Mais Palavras Para Quê?

PUB.

Ter, 28/06/2005 - 18:55


Do imenso rol das personagens criadas por Gil Vicente consta um bom moço, de seu nome Pêro Marques, que é suficientemente ingénuo para criar espanto e provocar desespero nos sistemas neuro-mentais alheios.

Disposto a conquistar a estouvada Inês Pereira, dirige-se a casa da afoita donzela, onde esta, algures entre a troça e a impaciência, vai revirando os olhos de pasmo perante a ignorância do pretendente. É que, desconhecendo a principal função de uma vulgar cadeira, o honesto mas simplório Pêro Marques senta-se de costas voltadas para Inês e sua mãe, dizendo, confuso e atarantado:
- Eu cuido que não estou bem…
Se as personagens vicentinas tipificam, nas suas particularidades generalizantes, tantas e tão diversas formas de se pertencer ao género humano, será difícil que muitos de nós não nos revejamos no desajuste desajeitado em que o ingénuo Pêro Marque se acha involuntariamente enredado. Porque acabamos frequentemente por nos embasbacar não só com a nossa incapacidade de compreensão, mas sobretudo com o facto dela provocar um efeito de incompreensão muito maior junto dos outros que nos olham.
Há poucos dias, nos calores do pós-almoço de um sábado pasmado, andava eu em busca de um lugarzinho moderadamente ensolarado, no parque de estacionamento de uma grande superfície brigantina. Arrumado o veículo, dirijo-me para a entrada do hipermercado, arrastando, pouco entusiasmada, o carrinho das compras e os meus pés, meio entontecida pelo sol desabrido. E vejo uma viatura, das de certo e muito lista, a ser aparcada junto à porta, no espaço reservado aos veículos para deficientes.

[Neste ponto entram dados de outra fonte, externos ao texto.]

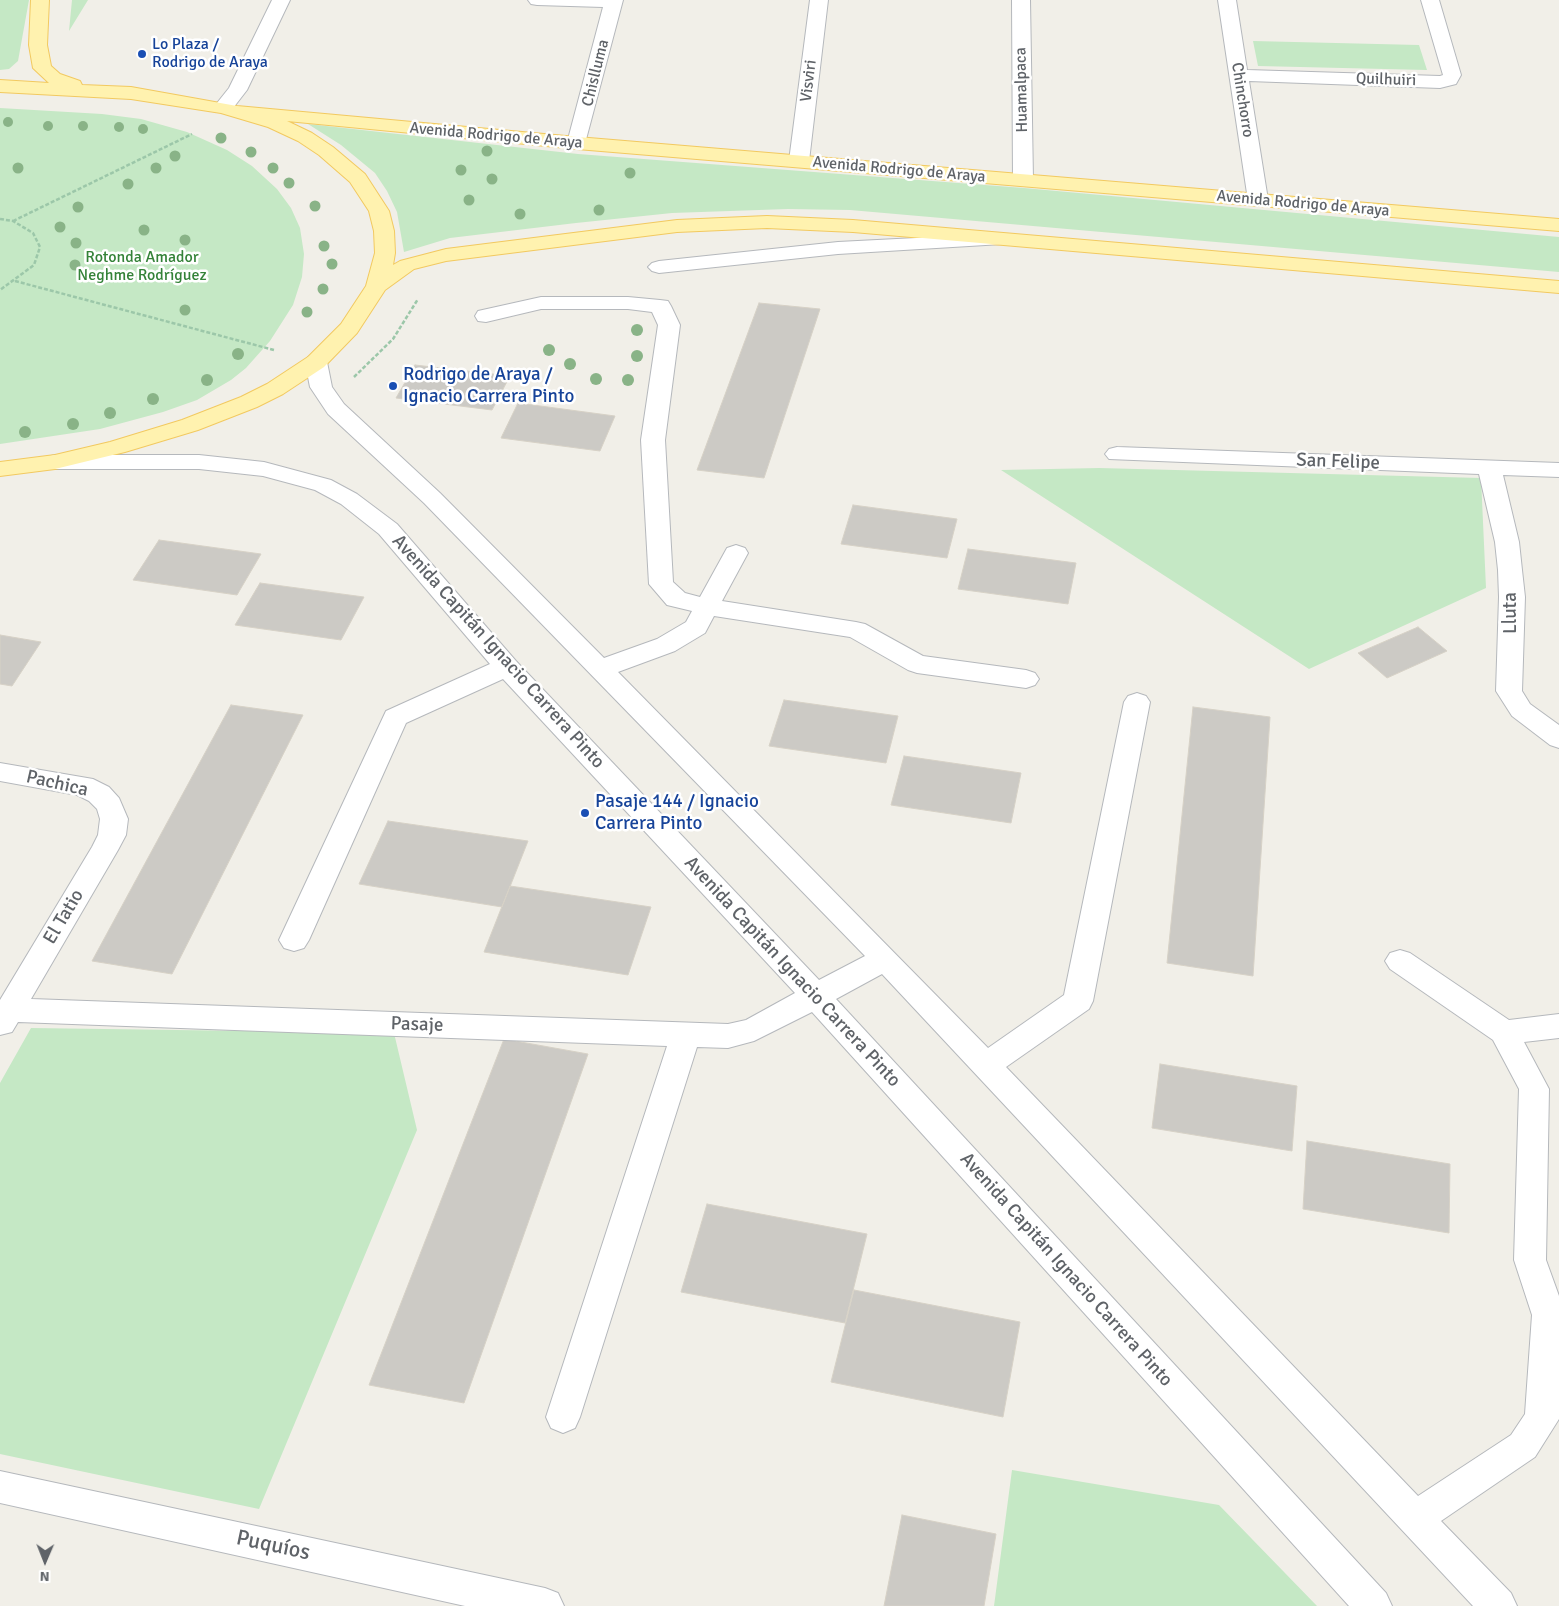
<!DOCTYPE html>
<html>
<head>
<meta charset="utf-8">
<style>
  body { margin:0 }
  #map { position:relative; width:1559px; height:1606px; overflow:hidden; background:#f1efe8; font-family:Signika,sans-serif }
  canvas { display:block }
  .north { position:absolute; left:20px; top:1536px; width:50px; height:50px; -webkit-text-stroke:4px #fff; paint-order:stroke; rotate:181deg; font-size:14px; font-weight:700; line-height:20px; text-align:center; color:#5f6368 }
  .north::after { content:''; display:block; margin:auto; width:18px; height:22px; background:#5f6368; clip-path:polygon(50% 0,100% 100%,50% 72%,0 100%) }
</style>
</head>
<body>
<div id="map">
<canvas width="1559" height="1606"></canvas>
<div class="north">N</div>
</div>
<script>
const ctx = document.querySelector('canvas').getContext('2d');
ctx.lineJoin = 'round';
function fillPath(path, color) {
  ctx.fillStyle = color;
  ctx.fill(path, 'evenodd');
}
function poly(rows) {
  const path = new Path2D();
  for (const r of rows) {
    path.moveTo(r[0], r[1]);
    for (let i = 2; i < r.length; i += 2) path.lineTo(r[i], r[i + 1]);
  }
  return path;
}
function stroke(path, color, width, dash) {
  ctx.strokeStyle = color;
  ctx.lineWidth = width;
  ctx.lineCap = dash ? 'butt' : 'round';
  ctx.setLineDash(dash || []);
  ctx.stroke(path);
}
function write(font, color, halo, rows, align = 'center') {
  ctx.font = font + ' Signika,sans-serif';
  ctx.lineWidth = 5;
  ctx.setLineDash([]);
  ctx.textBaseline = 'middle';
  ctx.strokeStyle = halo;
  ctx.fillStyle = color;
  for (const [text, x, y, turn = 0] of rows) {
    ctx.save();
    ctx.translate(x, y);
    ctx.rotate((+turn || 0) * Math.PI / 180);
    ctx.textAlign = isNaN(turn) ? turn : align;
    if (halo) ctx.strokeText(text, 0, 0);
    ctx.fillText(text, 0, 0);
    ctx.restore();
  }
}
const green = poly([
  [0,0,29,0,18,61,9,69,0,70],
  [72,0,88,0,69,31],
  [1253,41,1419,45,1427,70,1258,66],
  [0,108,102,114,141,119,187,132,227,150,252,166,277,189,291,208,300,228,304,254,302,277,293,305,270,341,246,368,231,380,197,400,163,412,100,429,0,444],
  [308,124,578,154,1024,188,1559,237,1559,272,850,210,788,209,672,213,576,223,450,238,404,252,397,212,387,191,375,173,341,145],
  [1099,468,1481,478,1486,588,1309,669,1001,470],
  [31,1028,394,1033,417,1130,259,1509,0,1454,0,1083],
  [1012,1470,1219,1505,1317,1606,994,1606]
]);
const building = poly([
  [759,303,820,309,764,478,697,470,759,303],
  [415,365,510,376,492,410,396,398,415,365],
  [518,403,615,416,600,451,501,438,518,403],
  [853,505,957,519,947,558,841,544,853,505],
  [159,540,261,554,237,595,133,580,159,540],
  [968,549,1076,563,1068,604,958,589,968,549],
  [260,583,364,597,341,640,235,625,260,583],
  [1418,627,1447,651,1387,678,1358,653,1418,627],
  [0,635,41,642,12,686,0,684,0,635],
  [784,700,898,716,886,763,769,746,784,700],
  [231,705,303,715,172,974,92,961,231,705],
  [1193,707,1270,717,1253,976,1167,963,1193,707],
  [904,756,1021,773,1011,823,891,805,904,756],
  [388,821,528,841,502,907,359,884,388,821],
  [510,886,651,907,628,975,484,952,510,886],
  [504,1039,588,1054,464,1403,369,1385,504,1039],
  [1160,1064,1297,1086,1292,1151,1152,1128,1160,1064],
  [1307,1141,1450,1164,1449,1233,1303,1209,1307,1141],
  [707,1204,867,1234,845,1323,681,1292,707,1204],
  [854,1290,1020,1322,1003,1417,831,1382,854,1290],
  [902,1515,996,1534,984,1606,884,1606,902,1515]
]);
const path = poly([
  [0,219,13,221,33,233,40,247,34,265,0,290],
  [13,221,192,134],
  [15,281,274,350],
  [354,377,393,339,418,299]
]);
const minor = poly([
  [272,0,290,0,247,90,230,112,216,112,213,108,229,88,272,0],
  [528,0,623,0,584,147,577,149,570,147,567,143,603,7,537,5,531,4,528,0],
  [810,0,828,0,809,161,806,165,799,167,792,165,789,161,810,0],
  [1012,0,1030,0,1033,180,1030,184,1023,186,1016,184,1013,180,1012,0],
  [1218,0,1236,0,1247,70,1440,76,1443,75,1421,0,1439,0,1461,75,1456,84,1440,88,1249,81,1268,200,1265,204,1258,206,1251,204,1248,200,1218,0],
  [995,234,1002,236,1005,240,1002,244,838,254,659,273,652,271,648,267,652,263,659,261,838,242,995,234],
  [541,297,628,297,660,300,668,301,671,306,680,325,665,440,673,582,685,593,700,597,727,548,736,545,745,548,748,553,722,601,856,622,865,624,923,656,1026,670,1035,673,1039,679,1035,685,1026,688,917,673,908,670,850,637,714,616,705,633,675,651,618,672,988,1048,1064,995,1124,702,1128,696,1137,693,1146,696,1150,702,1093,1001,1089,1009,1006,1067,1418,1496,1511,1435,1525,1414,1532,1315,1514,1260,1519,1089,1493,1040,1390,969,1385,961,1390,953,1400,950,1410,953,1509,1020,1559,1014,1559,1038,1524,1042,1549,1089,1546,1260,1559,1296,1559,1419,1535,1457,1441,1521,1511,1593,1517,1606,1473,1606,882,974,836,999,1386,1593,1392,1606,1349,1606,812,1012,754,1041,728,1048,697,1047,580,1417,575,1428,563,1433,551,1428,546,1417,667,1046,18,1022,12,1032,0,1035,0,1000,92,847,98,835,100,819,97,809,89,801,77,795,0,781,0,763,93,779,109,787,119,798,128,819,126,835,118,850,31,999,728,1024,746,1020,795,993,503,679,406,723,309,940,304,948,294,951,284,948,279,940,386,711,490,664,379,534,341,504,315,490,263,476,199,469,55,469,47,467,43,462,47,457,55,455,199,455,264,462,331,480,357,494,397,524,516,661,819,980,865,956,424,503,328,414,310,387,305,362,308,357,316,355,324,357,327,362,332,387,344,404,440,493,604,658,657,639,686,622,692,611,667,605,649,584,641,440,658,325,652,312,628,309,541,309,486,322,478,321,475,316,478,311,541,297],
  [1117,447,1559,463,1559,477,1503,475,1519,542,1522,570,1525,597,1522,691,1530,704,1559,725,1559,748,1550,745,1512,716,1496,691,1499,597,1498,570,1495,542,1479,474,1109,459,1105,454,1109,449,1117,447],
  [0,1471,545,1588,558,1593,564,1606,465,1606,0,1503,0,1471]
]);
const major = poly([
  [31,0,49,0,47,45,51,66,60,74,80,81,82,85,131,87,237,106,577,137,1559,219,1559,231,577,149,287,121,312,133,333,147,365,174,389,211,394,231,395,253,393,265,400,261,446,249,677,220,767,216,853,220,1559,281,1559,293,853,232,767,228,677,232,446,261,414,269,385,290,357,333,324,367,283,394,257,407,198,430,125,452,55,469,0,476,0,462,55,455,110,442,182,420,241,397,267,384,308,357,341,324,366,286,375,253,374,231,369,211,350,182,319,155,298,141,268,127,221,113,131,99,0,92,0,80,49,83,33,68,29,45,31,0]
]);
const trees = [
  [8,122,5],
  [48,126,5],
  [83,126,5],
  [119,127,5],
  [143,129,5],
  [221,138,5.5],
  [487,151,5.5],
  [251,152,5.5],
  [175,156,5.5],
  [18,168,5.5],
  [156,168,5.5],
  [273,168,5.5],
  [461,170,5.5],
  [630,173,5.5],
  [492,179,5.5],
  [289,183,5.5],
  [128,184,5.5],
  [469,200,5.5],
  [315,206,5.5],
  [78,207,5.5],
  [599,210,5.5],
  [520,214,5.5],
  [60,227,5.5],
  [144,230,5.5],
  [185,240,5.5],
  [76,243,5.5],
  [324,246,5.5],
  [332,264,5.5],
  [75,265,5.5],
  [323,289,5.5],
  [185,310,5.5],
  [307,312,5.5],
  [637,330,6],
  [549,350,6],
  [238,354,6],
  [637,356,6],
  [570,364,6],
  [596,379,6],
  [207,380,6],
  [628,380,6],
  [153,399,6],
  [110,413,6],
  [73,424,6],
  [25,432,6]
];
const markers = [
  [142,54,5,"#1a4fb4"],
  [393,386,5,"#1a4fb4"],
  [585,813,5,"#1a4fb4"]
];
const farTransitnames = [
  ["Lo Plaza /",152,45],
  ["Rodrigo de Araya",152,63]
];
const farStreetnames = [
  ["Chislluma",596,73,-76],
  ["Quilhuiri",1386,80,2],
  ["Visviri",809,81,-83],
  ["Huamalpaca",1022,90,-91],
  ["Chinchorro",1242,100,81],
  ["Avenida Rodrigo de Araya",496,136,5],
  ["Avenida Rodrigo de Araya",899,170,5],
  ["Avenida Rodrigo de Araya",1303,204,5]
];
const farParknames = [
  ["Rotonda Amador",142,258],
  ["Neghme Rodríguez",142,276]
];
const transitNames = [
  ["Rodrigo de Araya /",403,375],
  ["Ignacio Carrera Pinto",403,397],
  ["Pasaje 144 / Ignacio",595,802],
  ["Carrera Pinto",595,824]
];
const streetNames = [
  ["San Felipe",1338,462,2],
  ["Lluta",1511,613,-90],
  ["Avenida Capitán Ignacio Carrera Pinto",498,652,48],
  ["Pachica",57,784,13],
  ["El Tatio",64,917,-59],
  ["Avenida Capitán Ignacio Carrera Pinto",792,972,47],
  ["Pasaje",417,1025,2],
  ["Avenida Capitán Ignacio Carrera Pinto",1066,1270,48]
];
const nearStreetnames = [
  ["Puquíos",273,1546,12]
];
fillPath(green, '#c5e8c5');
fillPath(building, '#cccac5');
stroke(building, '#d6d1c6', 1);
stroke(minor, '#b5b8bc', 2);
stroke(major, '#f2c960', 2);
stroke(path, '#9cc7a9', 2.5, [4, 2]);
fillPath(minor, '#fff');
fillPath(major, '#fff2af');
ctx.fillStyle = '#89b387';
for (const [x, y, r] of trees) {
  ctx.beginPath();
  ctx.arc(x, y, r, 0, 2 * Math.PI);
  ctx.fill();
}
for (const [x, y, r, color] of markers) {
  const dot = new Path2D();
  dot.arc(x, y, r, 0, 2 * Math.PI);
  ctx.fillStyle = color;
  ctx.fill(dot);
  stroke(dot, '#fff', 2);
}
write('16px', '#164399', '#fff', farTransitnames, 'left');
write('16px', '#5f6368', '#fff', farStreetnames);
write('16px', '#348238', '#fff', farParknames);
write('19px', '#164399', '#fff', transitNames, 'left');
write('19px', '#5f6368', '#fff', streetNames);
write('22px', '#5f6368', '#fff', nearStreetnames);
</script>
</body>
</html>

Assim mesmo, à grande e à portuguesa. O que revela uma dose dupla de optimismo: porque o condutor em causa terá presumido que deficientes há poucos e depois, a eficiente lei das probabilidades ter-lhe-á certamente sussurrado ao ouvido que enquanto por ali andasse seria altamente improvável que algum chegasse. Mas eu, pouco amiga do chico-espertismo e nada fiada na Virgem, corri a alertar o Segurança de serviço, que não andava longe. Quando lhe relatei o sucedido e lhe expliquei as consequências daquele tipo de estacionamento desviado, o senhor Segurança olhou-me, seguro de que eu era uma ranhosa que estava ali só para o tirar do sério e dos seus certamente inadiáveis afazeres. E pergunta-me:
- E acha que vale a pena?
- Por acaso, acho.
Perdido de irritação, o Segurança fitou-me com um olhar onde se lia em rodapé: “mas esta pensa que eu não estou de serviço, é?”.
O meu olhar também disse umas coisas, mas – bolas! – esta crónica tem um título que não me permite acrescentar muito mais sobre este caso.
E agora, perplexo leitor, vou mostrar-lhe que não é só comigo que ocorrem estas peripécias de quatro rodas paradas. Porque é bom que não nos esqueçamos de que estamos em Bragança, onde o parque automóvel se arrama.
Pois, desta feita, a história fez-se com uma amiga minha, cujo carro estava ordeiramente estacionado numa rua central desta cidade, quando – já atrasada para o emprego – ela constatou que a saída estava barrada por um outro veículo. (Paciente leitor, eu temo que as minhas crónicas andem pouco originais, mas eu prometo novas experiências para breve, se a tanto me ajudar a imaginação). Enervada, a minha amiga não pensou em dar o alarme buzinístico, porque é uma pessoa que odeia ruído e até se assusta com o próprio som da sua voz rouca. Por isso, civilizadamente, procurou uma força de segurança, enfim, um agente da polícia, que – ó céus! – acabou por encontrar um quarteirão adiante. Quinze minutos mais tarde, quase empurrado e a arfar do esforço, o Sr. Guarda lá chegou, ciceronado pela minha amiga, ao local do delito, onde tudo estava exactamente na mesma. E eis que olha para o carro infractor e o reconhece.
- Mas eu conheço este carro. Muito bem, até! A senhora já buzinou? Hein? Não me diga que não buzinou…! Se não, como é que quer que ele saiba…?
- Eu? Eu, não – amedrontou-se a minha amiga, já com medo de ser autuada, por não ter querido desassossegar a rua.
- Mas então buzine, valha-me Deus! De que está à espera? Buzine, senhora! Francamente! A fazer-me perder o meu tempo…
E a minha amiga, a custo, primeiro; depois tomando-lhe o gosto; e a seguir, já quase com volúpia, lá fez o jeito ao Sr. Guarda. Quando voltou a olhar para trás, o carro já tinha desarvorado.
- Ora vê? A senhora não precisa da polícia, precisa é de uma mão forte – concluiu o Sr. Guarda, visivelmente aliviado com o resultado de tão estridente esforço. E afastou-se, certamente a pensar no percurso de volta.
Paciente leitor, faça um teste à sua capacidade de desajuste e pense: relativamente a estas duas situações, em que papel seria capaz de, mais facilmente, se rever?